You know, when it came to toy commercials in the 1980s, very few of the toys advertised actually delivered on their promises.  This is to be expected — after all, there’s a certain amount of deceit in advertising and kids are pretty gullible.

Take the Nerf turbo football, for instance.  It was black and pink and had aerodynamic grooves that were supposed to help you throw a perfect spiral all the way around the world, or at least according to the commercial.  I didn’t expect to be able to throw it that far, but I did expect it to improve my spiral.  Alas, it didn’t–to this day, my football throws still look like shot ducks.

The Orbi, on the other hand, was one of those rare toys that lived up to its potential.  It came out in the late 1980s and was a heavy rubber orange ball with plastic “wings” that had two ribboned flags on their ends.  You grabbed the ribbons, swung it around, and then flung it through the air.  It sounds like it was based on some sort of medieval weapon.  But, you know, neon colored.

Anyway, I don’t know who manufactured the toy because the only evidence I’ve ever found aside from the occasional Yahoo Answers post of someone looking for one is this commercial on YouTube (seriously, I can’t even find it on eBay) …

I realize that everyone in the ad looks like an extra from an Eighties fraternity movie or a student at Degrassi High, but when I was 10, I wasn’t really paying much attention to physique of the guy on roller skates swinging two Orbis.  I was focused on how far the thing seemed to go.  And much like a couple of people I was in elementary school with, I wanted and eventually got one, probably for Christmas or my birthday — unfortunately, my memory’s a little fuzzy on this.

Like I said, the Orbi worked as well as it was supposed to, mainly because the orange ball was solid rubber and therefore heavier than most rocks.  I am sure that if I had ever aimed my Orbi at a car, I would have been able to put a nice dent in the door.  Fortunately for the drivers of Candee Avenue, I was not a destructive kid (and even if I was, my aim was shit).

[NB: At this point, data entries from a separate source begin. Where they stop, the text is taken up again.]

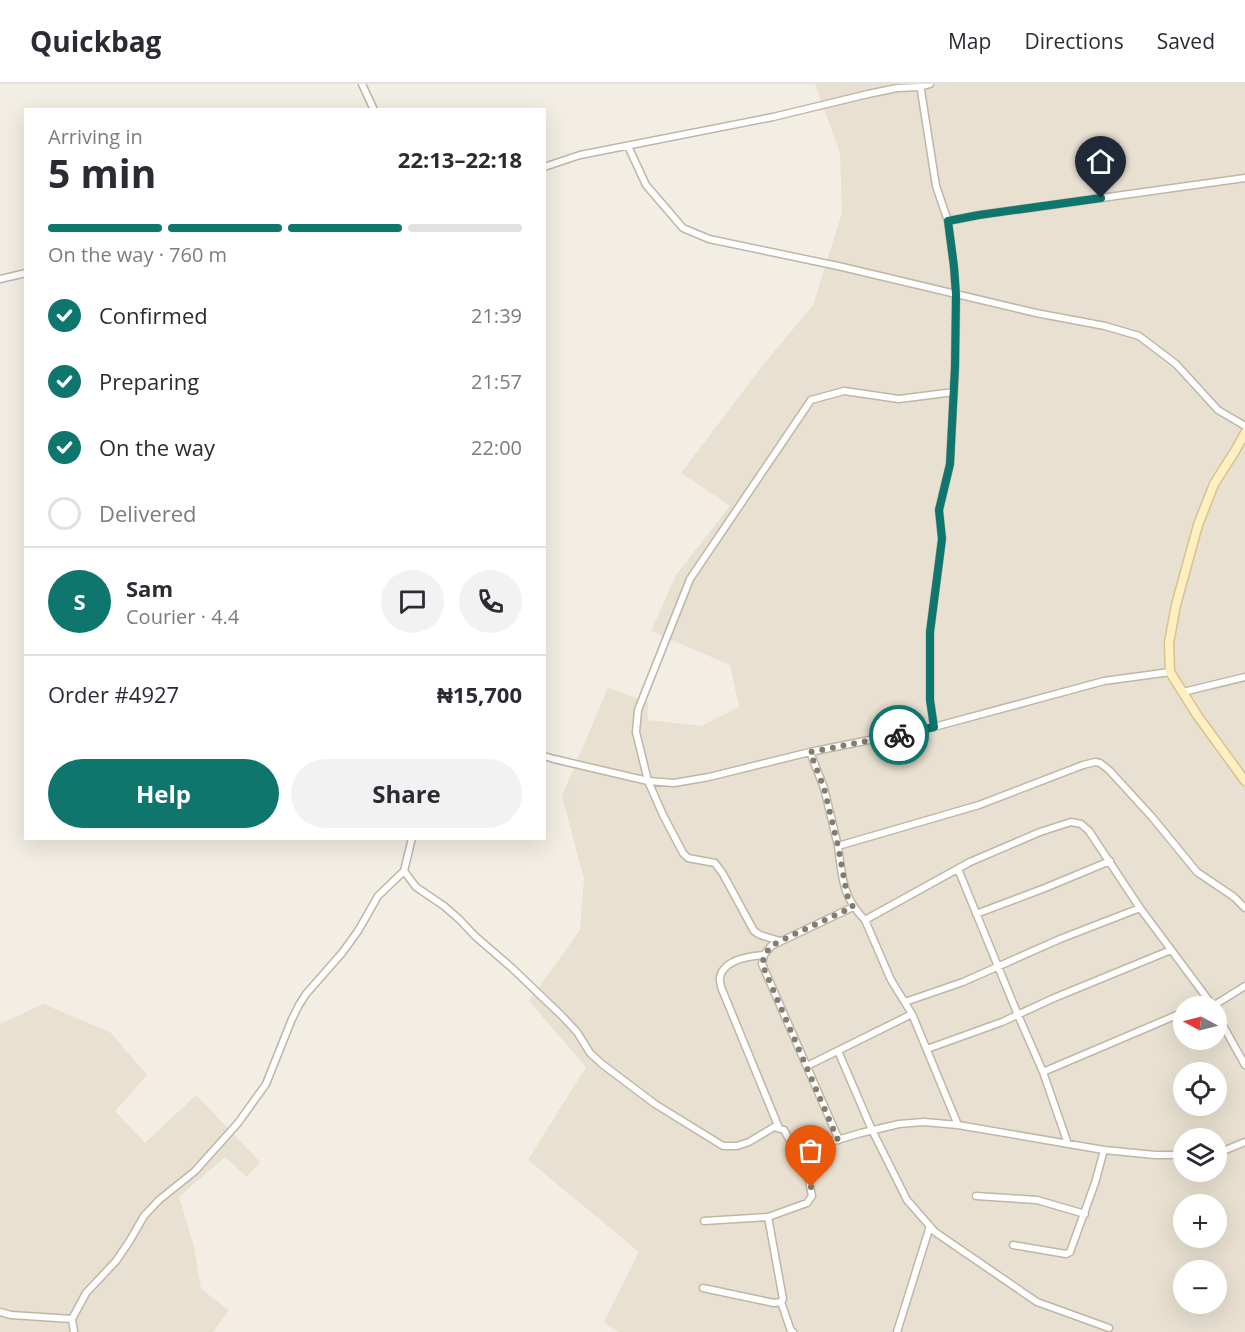 <!DOCTYPE html>
<html lang="en">
<head>
<meta charset="utf-8">
<style>
	:root { --surface:#fff; --page:#f2f2f3; --text:#2b2b33; --muted:#7c7c81; --line:#e1e1e2; --accent:#0f766e }
	body { margin:0; font-family:"Open Sans",sans-serif; background:var(--page); color:var(--text); height:100vh; display:flex; flex-direction:column; font-size:22px; white-space:nowrap }
	* { box-sizing:border-box; margin:0 }
	p { font-size:20px; color:var(--muted) }
	.icon { flex:none; width:33px; height:33px; fill:none; stroke:currentColor; stroke-width:2; stroke-linecap:round; stroke-linejoin:round }
	.map { position:relative; flex:1; overflow:hidden }
	.drawer { position:absolute; left:24px; top:24px; width:522px; height:732px; display:flex; flex-direction:column; background:var(--surface); border-radius:0px; box-shadow:0 6px 24px #0002 }
	.drawer>* { flex:none }
	.needle { width:39px; rotate:277deg }
	.fabs { position:absolute; left:1173px; top:912px; display:grid; gap:12px }
	.fabs a { display:grid; place-items:center; width:54px; height:54px; border-radius:50%; background:var(--surface); box-shadow:0 6px 24px #0002; font-size:30px }
	.pin { position:absolute; display:grid; place-items:center; width:51px; height:51px; color:#fff; margin:-62px -26px; border-radius:50% 50% 50% 0; rotate:-45deg; box-shadow:0 0 6px #0007 }
	.pin .icon { rotate:45deg }
	.courier { position:absolute; display:grid; place-items:center; width:60px; height:60px; margin:-30px; border:4px solid #0f766e; border-radius:50%; background:#fff; color:#222; box-shadow:0 2px 8px #0007 }
	.head em { font-style:normal; font-weight:700 }
	.head div { display:flex; flex-direction:column-reverse }
	.head { display:flex; align-items:center; justify-content:space-between; height:102px; padding:0 24px }
	h1 { font-size:39px; font-weight:700; line-height:45px }
	.bar { display:grid; grid-template-columns:repeat(4,1fr); gap:9px 6px; align-content:center; height:72px; padding:0 24px }
	.bar i { height:8px; border-radius:4px; background:var(--line) }
	.bar .current { background:var(--accent) }
	.bar p { grid-column:span 4 }
	.line { display:flex; align-items:center; gap:15px; padding:0 24px; border-top:2px solid var(--line) }
	.line div { flex:1 }
	.round { display:grid; place-items:center; flex:none; width:63px; height:63px; border-radius:32px; background:var(--page) }
	ol { padding:0 24px; list-style:none }
	li { display:flex; align-items:center; gap:18px; height:66px }
	li p { margin-inline-start:auto }
	li .icon { padding:6px; border-radius:50%; background:var(--accent); color:#fff; stroke-width:4 }
	li:last-child { color:var(--muted) }
	li i { width:33px; height:33px; border:3px solid var(--line); border-radius:50% }
	.action { display:flex; gap:12px; margin-top:auto; padding:12px 24px }
	.action a { flex:1; height:69px; border-radius:36px; background:var(--accent); color:#fff; font-size:24px; font-weight:700; line-height:69px; text-align:center }
	.action a+a { background:var(--page); color:var(--text) }
	header { display:flex; align-items:center; gap:36px; box-sizing:border-box; height:84px; padding:0 30px; background:var(--surface); border-bottom:2px solid var(--line) }
	header strong { font-size:28px }
	nav { display:flex; gap:33px; margin-inline-start:auto; font-size:21px }
	.map>svg:first-child { display:block }
	.residential { fill:#e8e0d0; fill-rule:evenodd }
	.lines { fill:none; stroke-linecap:round; stroke-linejoin:round }
	.street-casing { stroke:#bfb6a5; stroke-width:9 }
	.secondary-casing { stroke:#d7c38e; stroke-width:11 }
	.street { stroke:#fff; stroke-width:6 }
	.secondary { stroke:#ffefc1; stroke-width:8 }
	.done { stroke:#827c71; stroke-width:6; stroke-dasharray:0 10.8 }
	.route { stroke:#0f766e; stroke-width:8 }
</style>
</head>
<body>
<header>
<strong>Quickbag</strong>
<nav><a>Map</a><a>Directions</a><a>Saved</a></nav>
</header>
<div class="map">
<svg width="1245" height="1248" viewBox="0 0 1245 1248">
	<rect width="100%" height="100%" fill="#f3eee3"/>
	<path class="residential" d="M815,0H1245V1248H619L604,1238L639,1168L528,1076L586,983L529,917L580,846L584,795L562,712L608,604L648,618V636L701,642L739,623L730,581L651,547L676,491L730,422L681,389L763,281L813,221L842,129L840,69ZM1184,922H1216V956H1184ZM1184,988H1216V1022H1184ZM1184,1054H1216V1088H1184ZM1184,1120H1216V1154H1184ZM1184,1186H1216V1220H1184Z
		M43,920L110,948L147,991L115,1027L145,1059L196,1011L260,1078L247,1093L225,1073L179,1113L194,1162L201,1205L229,1226L213,1248H0V940Z"/>
	<g class="lines">
		<defs>
			<path id="street" d="M362,0L374,26
				M920,0L936,102L948,137L954,183L956,211L955,283L950,380L939,426L942,455L930,548V616L934,643
				M628,62L646,101L683,144L709,155L838,182L1036,229L1105,242L1139,252L1176,280L1218,326L1245,342
				M544,83L580,71L773,33L868,10L897,4L920,3L930,0
				M948,137L979,131L1245,94
				M0,195L26,189
				M1183,608L1245,593
				M810,668L824,704L838,762L979,721L1083,681L1095,678L1100,679L1109,686L1152,733L1197,788L1234,813L1245,824
				M544,672L554,675L648,697L674,699L709,693L810,668L934,643L1104,597L1170,588
				M838,762C842,792 842,813 865,836L970,778L1040,748L1071,738L1081,740L1089,747L1140,824L1213,922
				M958,785L1018,931L1043,988L1068,1060
				M404,787L416,803L444,822L459,835L475,852L512,884L561,931L577,948L590,969L602,980L655,1020L723,1062H737L749,1058L774,1043L784,1046L793,1062L803,1066L861,1049L899,1040L924,1038L958,1041L1104,1066L1155,1071H1184
				M976,830L1045,804L1110,777
				M865,836L891,896L912,930L958,1041
				M780,857L760,851L754,847L723,790L715,779L688,774L683,769L663,731L648,697L636,648L638,626L690,495L811,316L844,307L899,315L954,308
				M764,871C750,872 724,875 720,893C719,896 721,900 721,903L779,1044
				M905,918L963,898L1060,855L1140,824
				M1196,922L1209,917
				M1213,922L1245,902
				M1216,929L1245,981
				M927,965L1002,938L1054,914L1171,866
				M838,967L872,1046L907,1116L935,1148L1037,1218L1109,1244
				M807,982L912,930
				M1043,988L1184,928
				M839,1056L762,880L764,871L771,862L853,823
				M1216,1070L1245,1058
				M976,1112L1037,1116L1085,1130
				M704,1137L768,1133L807,1119L812,1112L803,1066
				M1013,1161L1066,1170L1070,1168L1095,1099L1104,1066
				M703,1204L774,1219L781,1218L783,1215L768,1133
				M781,1218L791,1247L793,1248
				M0,1228L11,1231L72,1235
				M74,1248L72,1235L86,1209L116,1177L129,1158L144,1132L159,1116L195,1087L238,1039L266,1000L292,935L299,921L306,910L342,869L358,847L378,812L404,787L412,754
				M897,1248L930,1142"/>
			<path id="secondary" d="M1245,349L1235,367L1214,400L1198,441L1176,521L1169,559L1170,588L1197,631L1245,697"/>
		</defs>
		<use href="#street" class="street-casing"/>
		<use href="#secondary" class="secondary-casing"/>
		<use href="#street" class="street"/>
		<use href="#secondary" class="secondary"/>
	</g>
	<g class="lines">
		<path class="done" d="M811,1103L803,1066L838,1056L762,880C765,868 769,863 780,857L853,823L847,811L838,762L824,704L810,668L899,651"/>
		<path class="route" d="M899,651L934,643L930,616V548L942,455L939,426L950,380L955,283L956,211L954,183L948,137L979,131L1101,114"/>
	</g>
</svg>
<div class="fabs">
<a><svg class="needle" viewBox="-14 -14 28 28"><path d="M0-13l5 13h-10z" fill="#e53935"/><path d="M0 13l5-13h-10z" fill="#7c7c81"/></svg></a>
<a><svg class="icon" aria-label="locate" viewBox="0 0 24 24"><circle cx="12" cy="12" r="6"/><path d="M12 2v4M12 18v4M2 12h4M18 12h4"/></svg></a>
<a><svg class="icon" aria-label="layers" viewBox="0 0 24 24"><path d="M12 4l9 5-9 5-9-5zM3 14l9 5 9-5"/></svg></a>
<a>+</a>
<a>−</a>
</div>
<div class="pin" style="left:811px;top:1103px;background:#ea580c"><svg class="icon" aria-label="bag" viewBox="0 0 24 24"><path d="M5 8h14l-1 12H6zM9 8a3 3 0 0 1 6 0"/></svg></div>
<div class="pin" style="left:1101px;top:114px;background:#1f2937"><svg class="icon" aria-label="home" viewBox="0 0 24 24"><path d="M3 11l9-7 9 7M6 9v11h12V9"/></svg></div>
<div class="courier" style="left:899px;top:651px"><svg class="icon" aria-label="bike" viewBox="0 0 24 24"><circle cx="6" cy="16" r="4"/><circle cx="18" cy="16" r="4"/><path d="M6 16l4-8h5l3 8M10 8l3 8H6M13 5h3"/></svg></div>
<section class="drawer">
<div class="head"><div><h1>5 min</h1><p>Arriving in</p></div><em>22:13–22:18</em></div>
<div class="bar"><i class="current"></i><i class="current"></i><i class="current"></i><i></i><p>On the way · 760 m</p></div>
<ol>
<li><svg class="icon" aria-label="check" viewBox="0 0 24 24"><path d="M5 12l5 5 9-10"/></svg>Confirmed<p>21:39</p></li>
<li><svg class="icon" aria-label="check" viewBox="0 0 24 24"><path d="M5 12l5 5 9-10"/></svg>Preparing<p>21:57</p></li>
<li><svg class="icon" aria-label="check" viewBox="0 0 24 24"><path d="M5 12l5 5 9-10"/></svg>On the way<p>22:00</p></li>
<li><i></i>Delivered</li>
</ol>
<div class="line" style="height:108px"><b class="round" style="background:var(--accent);color:#fff">S</b><div><b>Sam</b><p>Courier · 4.4</p></div><a class="round"><svg class="icon" aria-label="chat" viewBox="0 0 24 24"><path d="M4 5h16v11H9l-5 4z"/></svg></a><a class="round"><svg class="icon" aria-label="phone" viewBox="0 0 24 24"><path d="M5 4h4l2 5-3 2q2 4 5 5l2-3 5 2v4C11 20 4 13 5 4z"/></svg></a></div>
<div class="line" style="height:78px"><div>Order #4927</div><b>₦15,700</b></div>
<div class="action"><a>Help</a><a>Share</a></div>
</section>
</div>
</body>
</html>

My friends and I played with the Orbi in three phases.  First, we actually played catch, but in the street in front of our houses, not on the sandy beaches of the Great South Bay or with our fresh-faced, high-school-aged girlfriends.  My neighbor, Matt, and a few other guys and I, would stand at one end of our neighborhood while someone else stood at the other and chucked the ball down the street as far as possible.  Most of the time he easily cleared three houses and we all ran after it so we could be the next person to wing it back.

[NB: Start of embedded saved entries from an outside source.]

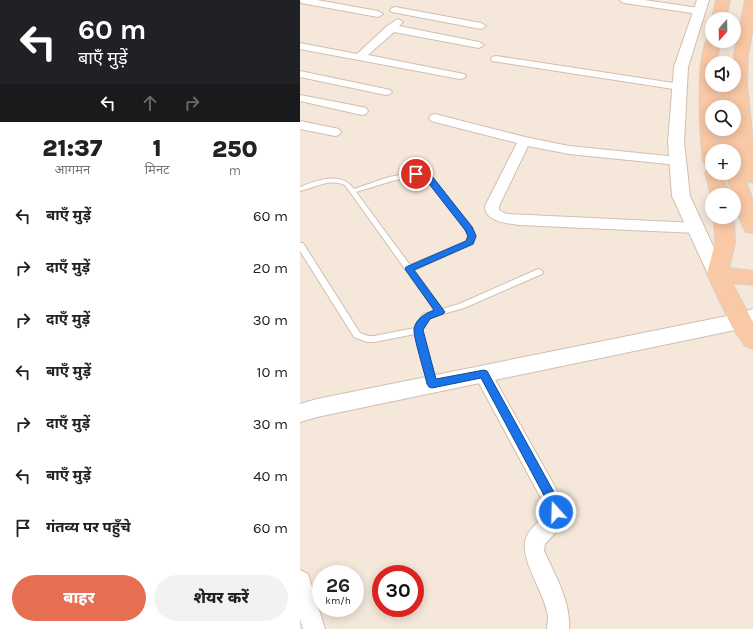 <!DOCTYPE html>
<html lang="hi">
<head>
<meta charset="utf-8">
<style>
	:root { --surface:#fff; --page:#f2f2f2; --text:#222; --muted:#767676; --accent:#e76f51 }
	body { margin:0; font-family:Karla,"Noto Sans Devanagari",sans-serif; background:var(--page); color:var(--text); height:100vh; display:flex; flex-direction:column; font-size:15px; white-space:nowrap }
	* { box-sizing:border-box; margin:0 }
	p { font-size:13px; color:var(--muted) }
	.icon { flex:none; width:22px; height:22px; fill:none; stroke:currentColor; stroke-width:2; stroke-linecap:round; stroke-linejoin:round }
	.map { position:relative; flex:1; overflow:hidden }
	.sheet { display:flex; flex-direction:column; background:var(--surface); width:300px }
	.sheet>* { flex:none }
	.guide { background:#202124; color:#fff; overflow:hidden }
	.needle { width:26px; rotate:200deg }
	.fabs { position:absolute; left:405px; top:12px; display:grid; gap:8px }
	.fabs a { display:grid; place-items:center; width:36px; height:36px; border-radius:50%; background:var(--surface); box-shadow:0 2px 10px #0003; font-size:20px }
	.speed { position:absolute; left:12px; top:565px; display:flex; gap:8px; font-size:20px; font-weight:700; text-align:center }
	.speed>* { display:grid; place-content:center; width:52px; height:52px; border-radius:50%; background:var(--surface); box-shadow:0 2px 10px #0003; line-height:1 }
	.speed small { font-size:10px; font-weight:400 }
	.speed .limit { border:6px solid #d22; background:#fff; color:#111 }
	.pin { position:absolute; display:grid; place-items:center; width:34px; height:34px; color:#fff; margin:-17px; border:2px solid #fff; border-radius:50%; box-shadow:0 1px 4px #0007 }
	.me { position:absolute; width:44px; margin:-22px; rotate:340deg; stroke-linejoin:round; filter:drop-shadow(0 0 3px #0008) }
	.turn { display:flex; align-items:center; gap:14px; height:84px; padding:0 12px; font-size:18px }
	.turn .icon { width:52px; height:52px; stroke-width:2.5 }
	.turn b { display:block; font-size:28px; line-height:34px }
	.lanes { display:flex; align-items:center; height:38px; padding:0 12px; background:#0003; justify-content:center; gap:20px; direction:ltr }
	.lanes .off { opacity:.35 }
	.eta { display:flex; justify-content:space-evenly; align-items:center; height:68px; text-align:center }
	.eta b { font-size:24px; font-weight:800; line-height:28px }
	.cta { display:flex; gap:8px; margin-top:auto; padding:8px 12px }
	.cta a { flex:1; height:46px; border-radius:24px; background:var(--accent); color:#fff; font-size:16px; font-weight:800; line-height:46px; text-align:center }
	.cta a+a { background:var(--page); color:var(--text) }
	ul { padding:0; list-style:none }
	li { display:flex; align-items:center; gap:12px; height:52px; padding:0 12px }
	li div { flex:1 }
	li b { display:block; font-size:15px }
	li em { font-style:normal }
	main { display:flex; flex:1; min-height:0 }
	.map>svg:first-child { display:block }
</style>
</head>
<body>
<main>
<section class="sheet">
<div class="guide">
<div class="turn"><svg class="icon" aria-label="left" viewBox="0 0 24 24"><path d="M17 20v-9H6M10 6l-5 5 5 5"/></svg><div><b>60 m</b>बाएँ मुड़ें</div></div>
<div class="lanes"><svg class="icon" aria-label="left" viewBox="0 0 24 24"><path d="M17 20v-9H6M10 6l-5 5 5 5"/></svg><svg class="icon off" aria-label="ahead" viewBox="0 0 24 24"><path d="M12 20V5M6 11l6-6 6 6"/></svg><svg class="icon off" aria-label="right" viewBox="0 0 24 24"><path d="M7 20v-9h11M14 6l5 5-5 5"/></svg></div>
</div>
<div class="eta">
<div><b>21:37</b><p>आगमन</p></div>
<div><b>1</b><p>मिनट</p></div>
<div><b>250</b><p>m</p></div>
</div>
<ul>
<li><svg class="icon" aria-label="left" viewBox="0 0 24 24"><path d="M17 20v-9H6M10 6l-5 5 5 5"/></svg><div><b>बाएँ मुड़ें</b></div><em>60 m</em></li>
<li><svg class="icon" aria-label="right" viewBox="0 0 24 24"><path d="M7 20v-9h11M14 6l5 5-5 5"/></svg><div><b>दाएँ मुड़ें</b></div><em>20 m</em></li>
<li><svg class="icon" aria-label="right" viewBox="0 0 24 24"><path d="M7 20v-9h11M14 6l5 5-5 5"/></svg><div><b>दाएँ मुड़ें</b></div><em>30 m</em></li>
<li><svg class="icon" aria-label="left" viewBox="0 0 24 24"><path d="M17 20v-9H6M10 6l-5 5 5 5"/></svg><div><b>बाएँ मुड़ें</b></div><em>10 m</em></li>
<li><svg class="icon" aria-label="right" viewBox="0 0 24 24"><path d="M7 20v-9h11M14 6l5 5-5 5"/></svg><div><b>दाएँ मुड़ें</b></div><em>30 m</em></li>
<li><svg class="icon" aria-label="left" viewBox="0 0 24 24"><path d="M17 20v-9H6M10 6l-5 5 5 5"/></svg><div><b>बाएँ मुड़ें</b></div><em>40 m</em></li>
<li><svg class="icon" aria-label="arrive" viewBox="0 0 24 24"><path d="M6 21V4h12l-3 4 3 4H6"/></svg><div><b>गंतव्य पर पहुँचे</b></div><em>60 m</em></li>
</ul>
<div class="cta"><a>बाहर</a><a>शेयर करें</a></div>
</section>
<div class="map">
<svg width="453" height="629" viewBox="0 0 453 629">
	<rect width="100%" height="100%" fill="#fdf6ec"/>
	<path fill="#f5e8da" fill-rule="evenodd" d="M0,0H453V629H0ZM412,19H434V41H412ZM412,63H434V85H412ZM412,107H434V129H412ZM412,151H434V173H412ZM412,195H434V217H412ZM21,574H55V608H21ZM81,574H115V608H81Z"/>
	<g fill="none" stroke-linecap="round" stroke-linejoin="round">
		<g stroke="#d1beb0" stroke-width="2">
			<path id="service" d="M111,173L121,174L131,177L172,227L176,236L173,244L114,270L142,309L159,304L236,270L239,269L243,272L242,274L164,308L129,318L122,330L136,384L135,386L132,388L129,386L128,384L115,334L74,342H67L54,337L0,251V243H3L60,333L68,336H74L115,328L123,314L135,311L45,185C29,178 16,187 0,191V187C17,180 41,171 54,189L89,177ZM111,177L127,179L166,230L168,236L167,241L110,265L56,192L92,181Z"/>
		</g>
		<g stroke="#d1beb0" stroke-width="2">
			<g id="minor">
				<path d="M0,0H17L78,11L83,14L78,17L1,3Z"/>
				<path d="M319,0H344L399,8L404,11L399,14L324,3Z"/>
				<path d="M95,7L181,23L186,26L181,29L92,12L90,10L92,8Z"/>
				<path d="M98,19L103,22L99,26L179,42L184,45L179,48L94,32L68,55L164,74L166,76L164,78L160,79L0,49V43L57,54L87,26Z"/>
				<path d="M196,56L380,84L384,85L386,87L384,89L380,90L192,61L191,59L192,57Z"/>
				<path d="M0,71L86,89L90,90L92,92L90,94L86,95L0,77Z"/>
				<path d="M0,95L62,107L66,108L68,111L66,114L62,115L0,101Z"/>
				<path d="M135,114L225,137L269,146L378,157L383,158L384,161L383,164L378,165L269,154L228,146L199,206V210L206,214L396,223L401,225L403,228L401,231L396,233L219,225C207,223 185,222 185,206L217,143L131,121L129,118L131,115Z"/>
				<path d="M0,121L39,129L41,132L39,135L35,136L0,129Z"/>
				<path d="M183,367L189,369L259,494L266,512L257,531L245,544L244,551C255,575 271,602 269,629H247C247,625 248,621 248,617C246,594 218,558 226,538C229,528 241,522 246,511L243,502L174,374L177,369Z"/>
				<path d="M0,570L8,574L25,629H3L0,619Z"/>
			</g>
		</g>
		<g stroke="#d1beb0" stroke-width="2">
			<g id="tertiary">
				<path d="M397,0H409L388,67L384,142L390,196L426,274L424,279L417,281L410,279L408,274L372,196L368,142L374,67Z"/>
				<path d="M453,309V324L440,329L17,417L0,422V404L17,399L437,314Z"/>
			</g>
		</g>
		<g stroke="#dad1cd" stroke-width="2">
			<g id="trunk">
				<path d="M416,0H430L426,19H412Z"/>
				<path d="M445,0H453V28L448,55L447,84L453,141V183L447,181L445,178L453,201V233L446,232C440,222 434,207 434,195H432L426,173H434V164L441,166L438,152L434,155V151H421L418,129H434V107H416L417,85H434V55Z"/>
				<path d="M412,37V41H420L417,63H412V85H416V107H412V129H417L419,151H412V166L406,165L403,161C400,137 395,57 408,38Z"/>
				<path d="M412,168V173H423L429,195H412V197L411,195L405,173L408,169Z"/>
				<path d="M414,217H434L435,243L429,268L453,271V285L432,283L453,322V349L445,346L432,327L407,274L415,243Z"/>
			</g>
		</g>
		<use href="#service" fill="#fff" fill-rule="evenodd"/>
		<use href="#minor" fill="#fff" fill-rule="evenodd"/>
		<use href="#tertiary" fill="#fff" fill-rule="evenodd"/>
		<use href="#trunk" fill="#f9c8a4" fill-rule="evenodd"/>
	</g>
	<path fill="#1a73e8" stroke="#114b97" d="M116,172L132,176L172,227L176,236L173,244L114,270L145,312L143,314L130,319L123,330L136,379L184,370L187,371L256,496L261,512L260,516L256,517L252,516L247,501L181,378L132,388L129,387L127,384C125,374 113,336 114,329C116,318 125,314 134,310L105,269L106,267L166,241L168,236L165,230L126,180L114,176V173Z"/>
</svg>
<div class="fabs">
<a><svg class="needle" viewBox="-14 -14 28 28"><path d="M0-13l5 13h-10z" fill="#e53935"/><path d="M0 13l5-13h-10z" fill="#767676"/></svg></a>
<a><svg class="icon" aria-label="sound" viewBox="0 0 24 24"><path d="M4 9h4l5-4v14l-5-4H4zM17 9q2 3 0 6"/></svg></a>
<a><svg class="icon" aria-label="search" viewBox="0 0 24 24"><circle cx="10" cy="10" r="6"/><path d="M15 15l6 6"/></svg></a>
<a>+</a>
<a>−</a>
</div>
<div class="speed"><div>26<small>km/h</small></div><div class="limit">30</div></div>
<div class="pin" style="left:116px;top:174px;background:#d93025"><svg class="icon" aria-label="arrive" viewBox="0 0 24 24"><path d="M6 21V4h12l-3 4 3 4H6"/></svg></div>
<svg class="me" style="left:256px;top:512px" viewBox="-20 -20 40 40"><circle r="17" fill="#1a73e8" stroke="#fff" stroke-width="3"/><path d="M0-11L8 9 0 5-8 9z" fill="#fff"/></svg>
</div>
</main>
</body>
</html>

Unless, that is, the Orbi got caught in a tree.  If it did, this meant a second phase of play: using someone else’s Orbi to get your Orbi to fall out.  Because it wouldn’t get caught in a low branch that you reach by jumping or climbing.  No, this thing would get its ribbons stuck in the highest branch on the highest tree, which meant that you spent at least three hours chucking the other Orbi at it, hoping a lucky shot would loosen the ribbons enough to send the ball to the ground.  Most of the time, however, this was abandoned in favor of letting the Orbi fall out on its own.

The ribbons were the first thing to go anyway.  Like many toys of my childhood, the Orbi found its way into a “storage pile” (read: crap in the corner of the garage) with the ribbons shredded and at least one of the plastic rings broken.  It had its last gasp of glory sometime in my early junior high days when it was used in a few backyard baseball games and disappeared after being hit with an aluminum bat.

What’s amazing to me is that the Orbi never really took off, and that very few people tend to remember it whereas toys like the Pogo Ball and Skip-It have fond places in the memory banks of children of the 1980s.  Then again, not everything does.

One comment

  1. The theme song popped into my head this morning as random memories tend to do. I’m so glad you talked about it AND had a commercial for it. And I too remember the Pogo Ball and Skip it.